Saturday, February 2, 2008

Sharp As A Hammer

Your media has, again, been jumping the gun on a story that has all the heart-string-tugging drama of a Brittany Spears story. In this case, those rag-headed, brown-skinned, blood-drinking terrarists used mentally retarded people as suicide bombers! You could just hear the public tsk tsking across the entire nation. My reaction was, ah huh, yeah right. Show me the proof.

Right on cue, from today's papers.

It's probably not true (via Slate's roundup of today's papers):

Several officials claimed the bombers were mentally impaired; one said that the severed head of one of the bombers showed she suffered from Down syndrome. The papers are skeptical of the claim.
Now, I've never seen the head of a suicide bomber after the blast, but it would be my guess that identification is tricky at best.

I was asked if it would bother me if the story was true. My response was that, indeed, it would bother me much like it bothers me to hear of a "targeted air strike" that takes out a bunch of civilians. War is hell. To be appalled at assymetrical warfare techniques when it's all they've got against the greatest military power on earth is naive.

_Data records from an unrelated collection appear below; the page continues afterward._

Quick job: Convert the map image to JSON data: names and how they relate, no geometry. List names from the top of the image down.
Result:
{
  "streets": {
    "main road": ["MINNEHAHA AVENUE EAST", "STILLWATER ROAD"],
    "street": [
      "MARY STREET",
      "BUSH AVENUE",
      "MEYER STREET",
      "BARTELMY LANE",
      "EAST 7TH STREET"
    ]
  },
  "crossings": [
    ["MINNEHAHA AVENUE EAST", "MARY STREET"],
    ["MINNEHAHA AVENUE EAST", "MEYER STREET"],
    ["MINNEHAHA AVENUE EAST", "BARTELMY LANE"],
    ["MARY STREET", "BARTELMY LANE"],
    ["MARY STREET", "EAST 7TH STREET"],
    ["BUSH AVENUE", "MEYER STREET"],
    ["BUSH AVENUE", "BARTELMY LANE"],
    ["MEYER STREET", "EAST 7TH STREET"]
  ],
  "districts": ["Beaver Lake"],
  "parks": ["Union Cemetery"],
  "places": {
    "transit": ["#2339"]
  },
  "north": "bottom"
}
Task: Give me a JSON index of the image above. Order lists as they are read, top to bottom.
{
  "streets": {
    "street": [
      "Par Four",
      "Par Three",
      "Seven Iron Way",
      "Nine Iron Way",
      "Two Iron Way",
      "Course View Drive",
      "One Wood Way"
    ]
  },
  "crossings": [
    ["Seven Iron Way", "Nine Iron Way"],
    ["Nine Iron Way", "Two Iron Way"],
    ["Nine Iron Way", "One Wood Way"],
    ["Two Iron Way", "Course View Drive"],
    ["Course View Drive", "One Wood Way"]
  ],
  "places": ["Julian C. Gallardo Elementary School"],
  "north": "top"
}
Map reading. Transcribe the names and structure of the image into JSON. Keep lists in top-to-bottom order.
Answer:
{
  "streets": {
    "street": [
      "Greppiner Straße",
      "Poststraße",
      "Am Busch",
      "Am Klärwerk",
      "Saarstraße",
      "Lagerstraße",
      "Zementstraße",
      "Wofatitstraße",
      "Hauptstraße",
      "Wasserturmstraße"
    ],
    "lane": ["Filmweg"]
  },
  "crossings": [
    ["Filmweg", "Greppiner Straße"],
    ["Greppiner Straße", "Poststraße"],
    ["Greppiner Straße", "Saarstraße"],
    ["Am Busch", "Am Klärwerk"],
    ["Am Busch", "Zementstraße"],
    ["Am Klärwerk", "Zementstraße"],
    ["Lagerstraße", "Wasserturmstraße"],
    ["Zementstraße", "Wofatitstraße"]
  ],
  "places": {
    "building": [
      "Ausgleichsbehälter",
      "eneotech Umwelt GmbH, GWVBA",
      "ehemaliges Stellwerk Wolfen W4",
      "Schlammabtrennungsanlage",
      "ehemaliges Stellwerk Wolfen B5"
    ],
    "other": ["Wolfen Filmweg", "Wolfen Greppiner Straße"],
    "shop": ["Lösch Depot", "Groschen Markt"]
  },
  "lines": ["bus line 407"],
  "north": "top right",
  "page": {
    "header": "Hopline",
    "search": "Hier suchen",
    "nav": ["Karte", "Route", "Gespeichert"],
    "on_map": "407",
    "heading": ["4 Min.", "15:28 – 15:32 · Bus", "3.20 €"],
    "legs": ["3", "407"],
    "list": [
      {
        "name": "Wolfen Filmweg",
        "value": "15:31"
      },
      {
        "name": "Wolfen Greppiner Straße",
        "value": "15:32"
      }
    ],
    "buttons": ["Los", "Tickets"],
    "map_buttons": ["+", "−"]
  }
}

Added: Juan Cole on the story:
Two women set off separate suicide bombs in two markets in Baghdad on Friday, killing at least 91 persons and wounding a similar number. Contrary to what this AP squib implies, the bombings suggest neither that "al-Qaeda" is running out of men nor that it is desperate. Women were used because they would be less likely to be closely searched, in a society where gender segregation and female honor and chastity are important values. The story that the women had Downs syndrome seems unlikely to be true; you wouldn't trust a sensitive terror plot to someone without their full faculties. Rather, the bombings show that the Sunni Arab guerrillas seeking to destabilize Iraq have not been defeated and are still capable of making a big strike right under the noses of the surge troops. And that is how guerrilla war is-- large conventional forces find it difficult to curb it.